DATA SUPPLIED
----
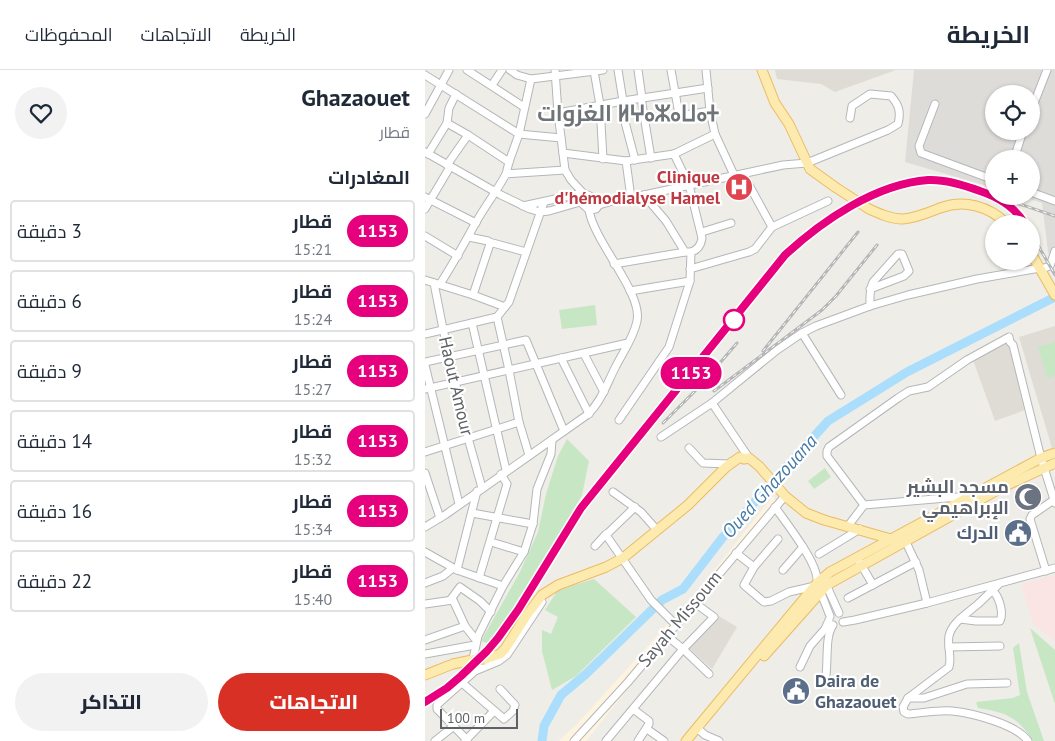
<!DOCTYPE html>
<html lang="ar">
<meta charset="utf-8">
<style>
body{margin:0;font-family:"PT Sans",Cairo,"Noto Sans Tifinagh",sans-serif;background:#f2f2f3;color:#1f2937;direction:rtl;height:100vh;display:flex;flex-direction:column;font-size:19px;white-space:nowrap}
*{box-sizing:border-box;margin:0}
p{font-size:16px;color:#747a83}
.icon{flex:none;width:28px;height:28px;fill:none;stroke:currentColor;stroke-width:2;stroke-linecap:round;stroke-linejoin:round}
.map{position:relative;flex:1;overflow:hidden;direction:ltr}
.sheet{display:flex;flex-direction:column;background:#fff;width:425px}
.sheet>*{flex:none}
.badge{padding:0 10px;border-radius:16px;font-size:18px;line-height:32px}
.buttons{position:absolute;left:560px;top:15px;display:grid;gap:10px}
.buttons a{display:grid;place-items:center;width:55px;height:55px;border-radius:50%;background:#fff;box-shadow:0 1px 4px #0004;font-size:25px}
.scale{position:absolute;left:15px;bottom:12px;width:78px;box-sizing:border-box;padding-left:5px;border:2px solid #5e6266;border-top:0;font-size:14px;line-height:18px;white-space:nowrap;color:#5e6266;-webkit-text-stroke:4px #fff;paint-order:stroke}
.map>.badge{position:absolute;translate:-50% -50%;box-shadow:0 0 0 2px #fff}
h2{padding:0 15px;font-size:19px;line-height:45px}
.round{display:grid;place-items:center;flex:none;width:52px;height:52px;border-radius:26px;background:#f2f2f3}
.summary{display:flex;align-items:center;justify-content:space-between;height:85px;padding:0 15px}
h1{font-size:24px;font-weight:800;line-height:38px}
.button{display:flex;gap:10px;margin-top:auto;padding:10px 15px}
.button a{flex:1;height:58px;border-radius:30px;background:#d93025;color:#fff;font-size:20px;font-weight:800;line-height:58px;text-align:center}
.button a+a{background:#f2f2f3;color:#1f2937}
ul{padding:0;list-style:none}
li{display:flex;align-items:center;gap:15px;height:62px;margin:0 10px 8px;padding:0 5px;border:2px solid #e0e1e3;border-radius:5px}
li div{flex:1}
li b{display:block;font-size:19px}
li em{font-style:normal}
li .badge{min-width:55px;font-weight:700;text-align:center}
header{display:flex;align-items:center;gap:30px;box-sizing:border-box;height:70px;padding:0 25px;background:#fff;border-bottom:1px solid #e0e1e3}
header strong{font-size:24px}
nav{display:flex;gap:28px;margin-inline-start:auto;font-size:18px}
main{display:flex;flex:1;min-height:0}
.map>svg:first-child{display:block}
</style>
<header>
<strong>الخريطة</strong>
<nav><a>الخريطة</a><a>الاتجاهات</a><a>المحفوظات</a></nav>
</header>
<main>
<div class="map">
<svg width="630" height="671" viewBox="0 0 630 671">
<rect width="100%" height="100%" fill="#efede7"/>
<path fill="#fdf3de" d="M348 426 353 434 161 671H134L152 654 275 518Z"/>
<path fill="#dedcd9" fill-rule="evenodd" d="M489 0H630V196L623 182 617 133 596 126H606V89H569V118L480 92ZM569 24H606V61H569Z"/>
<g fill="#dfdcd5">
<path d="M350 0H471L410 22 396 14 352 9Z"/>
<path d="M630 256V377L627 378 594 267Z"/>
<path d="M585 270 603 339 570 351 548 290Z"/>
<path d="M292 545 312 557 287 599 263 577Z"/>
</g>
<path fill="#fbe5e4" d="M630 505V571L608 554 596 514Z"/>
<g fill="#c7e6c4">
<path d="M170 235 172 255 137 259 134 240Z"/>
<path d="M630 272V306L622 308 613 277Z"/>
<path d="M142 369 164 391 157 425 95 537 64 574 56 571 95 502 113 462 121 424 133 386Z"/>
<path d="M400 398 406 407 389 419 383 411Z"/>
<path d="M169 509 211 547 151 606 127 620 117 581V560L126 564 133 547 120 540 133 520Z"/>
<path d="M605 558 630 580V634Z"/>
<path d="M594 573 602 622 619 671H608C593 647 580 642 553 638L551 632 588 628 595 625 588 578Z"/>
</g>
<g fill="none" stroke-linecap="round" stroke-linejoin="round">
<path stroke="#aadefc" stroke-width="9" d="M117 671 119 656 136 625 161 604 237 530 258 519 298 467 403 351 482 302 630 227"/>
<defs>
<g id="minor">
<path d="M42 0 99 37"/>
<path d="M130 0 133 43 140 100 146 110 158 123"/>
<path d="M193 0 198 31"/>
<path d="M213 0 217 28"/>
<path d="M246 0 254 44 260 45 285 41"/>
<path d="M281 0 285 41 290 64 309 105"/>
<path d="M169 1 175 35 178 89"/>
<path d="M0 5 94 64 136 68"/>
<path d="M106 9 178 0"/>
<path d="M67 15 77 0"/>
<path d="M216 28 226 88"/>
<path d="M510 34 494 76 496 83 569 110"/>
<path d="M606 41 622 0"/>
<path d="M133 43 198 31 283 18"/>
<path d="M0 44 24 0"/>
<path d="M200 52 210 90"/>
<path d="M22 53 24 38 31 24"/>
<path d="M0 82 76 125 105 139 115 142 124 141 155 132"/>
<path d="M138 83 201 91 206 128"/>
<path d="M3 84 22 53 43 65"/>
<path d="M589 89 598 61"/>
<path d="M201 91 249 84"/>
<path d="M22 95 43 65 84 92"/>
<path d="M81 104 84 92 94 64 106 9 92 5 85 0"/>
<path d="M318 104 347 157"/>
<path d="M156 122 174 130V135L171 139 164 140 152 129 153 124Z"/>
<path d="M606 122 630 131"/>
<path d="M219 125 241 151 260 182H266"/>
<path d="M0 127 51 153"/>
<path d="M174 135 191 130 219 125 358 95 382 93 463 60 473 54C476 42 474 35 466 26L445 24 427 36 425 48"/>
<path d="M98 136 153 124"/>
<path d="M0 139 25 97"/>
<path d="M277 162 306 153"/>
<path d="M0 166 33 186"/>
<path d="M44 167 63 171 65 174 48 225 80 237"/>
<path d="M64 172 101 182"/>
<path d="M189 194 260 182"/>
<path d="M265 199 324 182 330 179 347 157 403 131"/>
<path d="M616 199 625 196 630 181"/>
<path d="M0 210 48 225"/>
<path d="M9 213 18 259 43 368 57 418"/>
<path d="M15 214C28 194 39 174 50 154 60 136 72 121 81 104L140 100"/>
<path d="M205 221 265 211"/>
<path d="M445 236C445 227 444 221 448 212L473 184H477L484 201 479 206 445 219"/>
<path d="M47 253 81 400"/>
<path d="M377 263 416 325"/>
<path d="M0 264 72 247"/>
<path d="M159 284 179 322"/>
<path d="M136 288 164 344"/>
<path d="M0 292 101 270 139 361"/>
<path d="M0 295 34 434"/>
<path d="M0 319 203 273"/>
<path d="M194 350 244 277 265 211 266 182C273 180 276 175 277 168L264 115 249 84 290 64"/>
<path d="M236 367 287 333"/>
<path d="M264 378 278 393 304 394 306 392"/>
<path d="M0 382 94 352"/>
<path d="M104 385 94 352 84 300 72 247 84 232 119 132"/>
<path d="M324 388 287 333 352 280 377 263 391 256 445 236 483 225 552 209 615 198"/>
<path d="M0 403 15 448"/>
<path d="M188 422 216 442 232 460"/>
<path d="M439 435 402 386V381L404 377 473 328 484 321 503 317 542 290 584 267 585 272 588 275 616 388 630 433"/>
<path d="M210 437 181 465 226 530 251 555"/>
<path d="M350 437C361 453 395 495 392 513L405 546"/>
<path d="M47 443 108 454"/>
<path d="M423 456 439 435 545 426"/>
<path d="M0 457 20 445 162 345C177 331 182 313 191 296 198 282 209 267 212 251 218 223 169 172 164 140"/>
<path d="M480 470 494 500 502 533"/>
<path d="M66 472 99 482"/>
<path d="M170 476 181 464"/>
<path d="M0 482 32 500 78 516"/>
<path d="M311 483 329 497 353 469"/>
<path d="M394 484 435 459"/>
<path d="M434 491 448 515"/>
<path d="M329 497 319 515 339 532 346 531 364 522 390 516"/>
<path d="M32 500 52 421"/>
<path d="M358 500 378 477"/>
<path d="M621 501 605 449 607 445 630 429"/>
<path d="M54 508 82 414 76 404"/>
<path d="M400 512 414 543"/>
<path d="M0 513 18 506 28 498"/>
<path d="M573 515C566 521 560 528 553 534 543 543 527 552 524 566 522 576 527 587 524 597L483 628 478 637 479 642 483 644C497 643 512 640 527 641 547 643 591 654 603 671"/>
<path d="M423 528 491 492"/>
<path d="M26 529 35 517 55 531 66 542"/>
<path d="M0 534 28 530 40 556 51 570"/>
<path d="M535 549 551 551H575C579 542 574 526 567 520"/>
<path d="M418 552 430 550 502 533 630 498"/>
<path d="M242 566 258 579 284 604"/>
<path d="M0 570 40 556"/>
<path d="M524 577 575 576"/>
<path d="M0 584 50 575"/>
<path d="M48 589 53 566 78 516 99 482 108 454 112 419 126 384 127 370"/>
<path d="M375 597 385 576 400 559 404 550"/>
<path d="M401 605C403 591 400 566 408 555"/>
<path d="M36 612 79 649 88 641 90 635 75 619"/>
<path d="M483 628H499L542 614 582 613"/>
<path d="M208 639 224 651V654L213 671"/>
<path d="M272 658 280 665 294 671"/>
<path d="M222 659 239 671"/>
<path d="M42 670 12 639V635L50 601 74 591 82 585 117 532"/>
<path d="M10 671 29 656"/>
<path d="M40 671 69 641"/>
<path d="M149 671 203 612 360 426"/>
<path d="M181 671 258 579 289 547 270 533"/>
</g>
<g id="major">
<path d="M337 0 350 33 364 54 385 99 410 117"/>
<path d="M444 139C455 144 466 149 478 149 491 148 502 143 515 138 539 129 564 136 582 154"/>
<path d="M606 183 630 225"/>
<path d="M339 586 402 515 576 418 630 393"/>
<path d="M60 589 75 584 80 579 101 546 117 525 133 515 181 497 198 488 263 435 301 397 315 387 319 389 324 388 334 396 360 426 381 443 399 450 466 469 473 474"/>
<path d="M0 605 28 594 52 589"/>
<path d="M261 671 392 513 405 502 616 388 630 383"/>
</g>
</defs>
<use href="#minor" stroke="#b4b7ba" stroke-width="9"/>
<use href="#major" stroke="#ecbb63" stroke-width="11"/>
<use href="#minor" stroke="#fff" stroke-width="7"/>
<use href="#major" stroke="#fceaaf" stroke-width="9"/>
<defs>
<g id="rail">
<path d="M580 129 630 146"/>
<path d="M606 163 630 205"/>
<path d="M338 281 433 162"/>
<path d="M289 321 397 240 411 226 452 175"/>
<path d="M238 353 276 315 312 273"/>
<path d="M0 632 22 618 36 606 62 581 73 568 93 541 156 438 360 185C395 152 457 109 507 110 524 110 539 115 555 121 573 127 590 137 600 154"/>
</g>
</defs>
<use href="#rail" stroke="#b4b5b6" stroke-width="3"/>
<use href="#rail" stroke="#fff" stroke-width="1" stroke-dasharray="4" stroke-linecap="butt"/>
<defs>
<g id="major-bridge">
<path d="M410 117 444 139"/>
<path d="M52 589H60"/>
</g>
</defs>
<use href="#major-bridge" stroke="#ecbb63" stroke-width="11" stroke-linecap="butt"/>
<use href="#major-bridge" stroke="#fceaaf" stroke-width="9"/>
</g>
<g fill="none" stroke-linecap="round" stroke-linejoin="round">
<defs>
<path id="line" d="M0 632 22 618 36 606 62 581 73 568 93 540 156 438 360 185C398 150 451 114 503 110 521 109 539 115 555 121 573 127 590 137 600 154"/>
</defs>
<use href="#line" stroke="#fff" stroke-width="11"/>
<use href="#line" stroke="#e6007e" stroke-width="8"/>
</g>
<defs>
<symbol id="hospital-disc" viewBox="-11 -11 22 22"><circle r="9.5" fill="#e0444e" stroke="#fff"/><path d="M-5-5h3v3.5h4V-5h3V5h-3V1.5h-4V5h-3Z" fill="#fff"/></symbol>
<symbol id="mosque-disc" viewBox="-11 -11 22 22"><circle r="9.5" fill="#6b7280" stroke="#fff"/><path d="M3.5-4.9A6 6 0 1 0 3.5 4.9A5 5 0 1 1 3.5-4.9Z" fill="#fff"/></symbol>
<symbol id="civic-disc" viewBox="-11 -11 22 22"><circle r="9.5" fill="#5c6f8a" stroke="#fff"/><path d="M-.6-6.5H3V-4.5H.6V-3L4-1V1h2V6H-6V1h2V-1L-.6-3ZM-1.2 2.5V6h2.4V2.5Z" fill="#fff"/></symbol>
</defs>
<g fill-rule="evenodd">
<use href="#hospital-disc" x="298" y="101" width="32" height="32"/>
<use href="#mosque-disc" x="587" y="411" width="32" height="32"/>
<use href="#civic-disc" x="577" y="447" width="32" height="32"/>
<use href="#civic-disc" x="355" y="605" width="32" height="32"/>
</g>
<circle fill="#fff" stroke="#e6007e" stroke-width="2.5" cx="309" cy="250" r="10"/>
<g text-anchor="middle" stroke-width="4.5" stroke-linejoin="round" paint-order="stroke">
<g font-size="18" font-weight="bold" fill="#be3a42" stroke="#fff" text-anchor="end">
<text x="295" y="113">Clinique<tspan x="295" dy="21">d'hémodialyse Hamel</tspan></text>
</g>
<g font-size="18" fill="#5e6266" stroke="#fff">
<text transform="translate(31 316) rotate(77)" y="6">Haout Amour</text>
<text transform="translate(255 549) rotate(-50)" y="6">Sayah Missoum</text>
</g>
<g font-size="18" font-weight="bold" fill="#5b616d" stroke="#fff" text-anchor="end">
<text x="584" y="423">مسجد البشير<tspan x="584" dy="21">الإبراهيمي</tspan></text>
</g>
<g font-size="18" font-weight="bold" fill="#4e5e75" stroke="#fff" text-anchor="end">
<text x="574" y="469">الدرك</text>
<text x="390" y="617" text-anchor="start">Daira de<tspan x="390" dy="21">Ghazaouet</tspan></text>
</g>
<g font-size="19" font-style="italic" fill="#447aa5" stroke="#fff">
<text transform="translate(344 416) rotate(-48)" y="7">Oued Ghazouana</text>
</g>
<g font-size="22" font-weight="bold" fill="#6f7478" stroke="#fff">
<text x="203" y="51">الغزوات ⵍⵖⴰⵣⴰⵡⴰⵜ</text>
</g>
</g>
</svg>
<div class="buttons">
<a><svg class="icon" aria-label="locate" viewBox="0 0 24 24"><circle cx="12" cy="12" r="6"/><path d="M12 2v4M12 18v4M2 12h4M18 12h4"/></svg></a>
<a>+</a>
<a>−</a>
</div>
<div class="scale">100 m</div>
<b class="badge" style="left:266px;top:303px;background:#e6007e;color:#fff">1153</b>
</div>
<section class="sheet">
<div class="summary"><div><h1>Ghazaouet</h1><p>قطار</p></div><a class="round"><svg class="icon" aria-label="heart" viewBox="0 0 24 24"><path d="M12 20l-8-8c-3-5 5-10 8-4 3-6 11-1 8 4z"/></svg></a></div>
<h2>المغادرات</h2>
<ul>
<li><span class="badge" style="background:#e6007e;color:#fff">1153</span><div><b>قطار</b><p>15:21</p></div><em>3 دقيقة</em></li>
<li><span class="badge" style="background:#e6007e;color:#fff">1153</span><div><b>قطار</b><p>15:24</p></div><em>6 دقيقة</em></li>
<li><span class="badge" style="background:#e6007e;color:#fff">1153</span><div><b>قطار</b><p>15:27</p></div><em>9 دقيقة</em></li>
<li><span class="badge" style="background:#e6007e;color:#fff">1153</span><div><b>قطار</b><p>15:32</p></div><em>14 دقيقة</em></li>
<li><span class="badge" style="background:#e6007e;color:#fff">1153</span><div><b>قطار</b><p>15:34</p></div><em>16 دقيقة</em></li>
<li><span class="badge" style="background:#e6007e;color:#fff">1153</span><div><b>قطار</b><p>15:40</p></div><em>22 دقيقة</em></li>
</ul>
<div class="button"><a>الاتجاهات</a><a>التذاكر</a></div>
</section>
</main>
----
WHAT YOU SHOULD DO
Report every line containing the string "scale" in the material.

PROBLEM SOLUTION
.scale{position:absolute;left:15px;bottom:12px;width:78px;box-sizing:border-box;padding-left:5px;border:2px solid #5e6266;border-top:0;font-size:14px;line-height:18px;white-space:nowrap;color:#5e6266;-webkit-text-stroke:4px #fff;paint-order:stroke}
<div class="scale">100 m</div>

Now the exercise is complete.